Practicing Explained: Why Your Hard Work Probably Isn’t Working

Practicing Explained: Why Your Hard Work Probably Isn’t Working

You’ve been lied to about what practicing actually means.

Seriously. Most of us grew up hearing that "practice makes perfect," a phrase so ubiquitous it's basically woven into our DNA. But if you spend three hours mindlessly strumming a guitar while watching Netflix, you aren't practicing. You’re just hanging out with a piece of wood.

What does practicing mean at its core? It isn’t just repetition. It’s a physiological and psychological intervention. It is the deliberate act of stressing a specific system—whether that’s your motor cortex, your prefrontal cortex, or your hamstrings—to force an adaptation. If there is no struggle, there is no practice. There is only "doing."

The Biology of Getting Good

When we talk about practice, we’re really talking about myelin.

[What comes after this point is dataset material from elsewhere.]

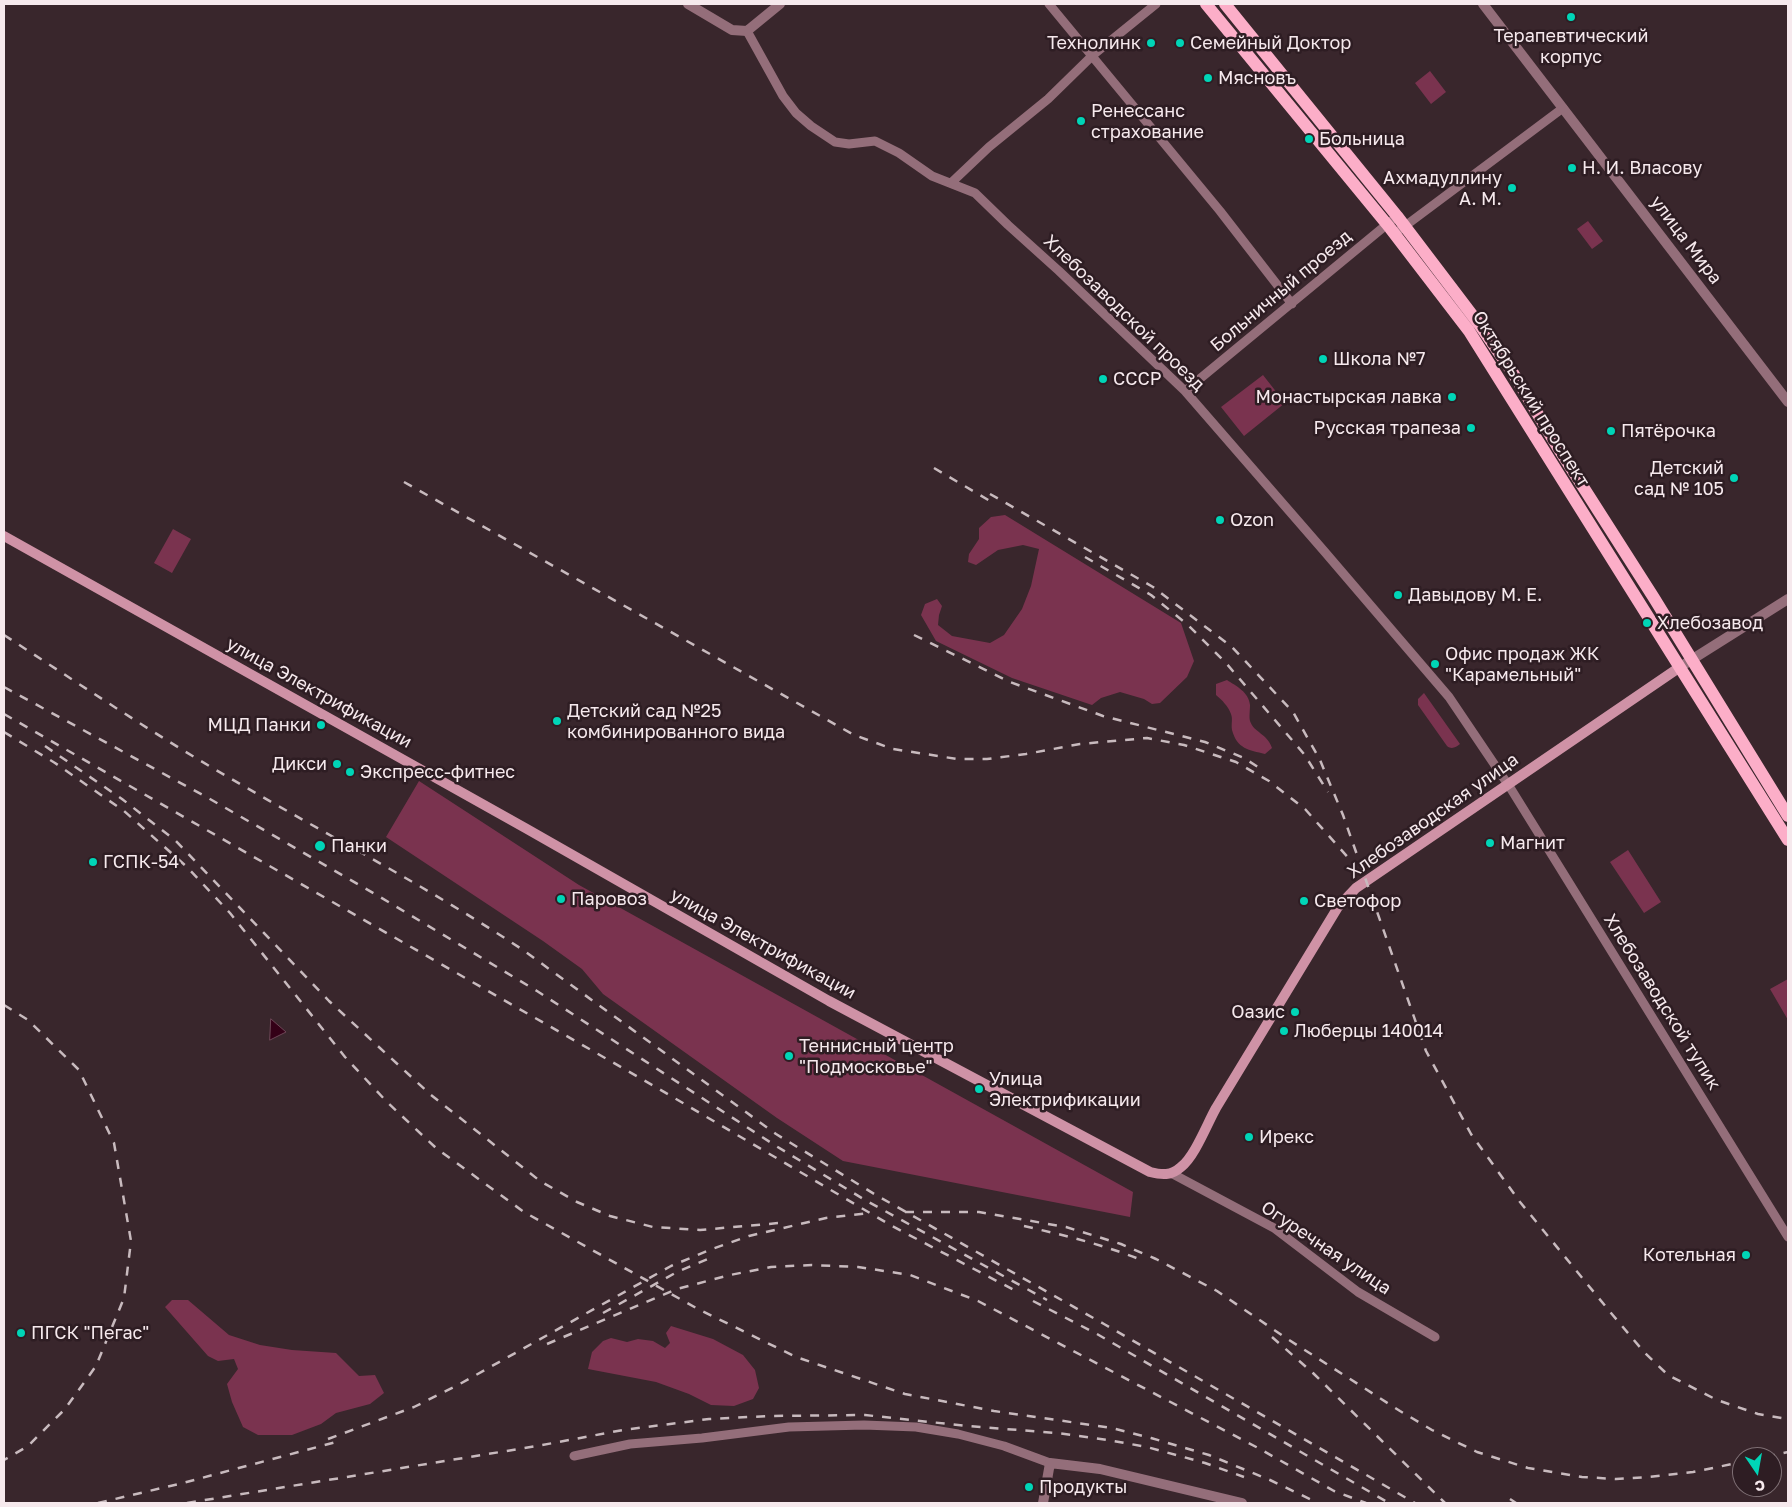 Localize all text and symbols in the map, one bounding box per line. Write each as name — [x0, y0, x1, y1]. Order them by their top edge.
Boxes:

Back in 2009, journalist Daniel Coyle wrote The Talent Code, which brought this obscure neurological insulation into the mainstream. Myelin is a fatty substance that wraps around your neural pathways. Think of it like the plastic insulation on a copper wire. Every time you fire a circuit—say, by practicing a backhand in tennis—you signal your brain to add another layer of myelin to that specific wire.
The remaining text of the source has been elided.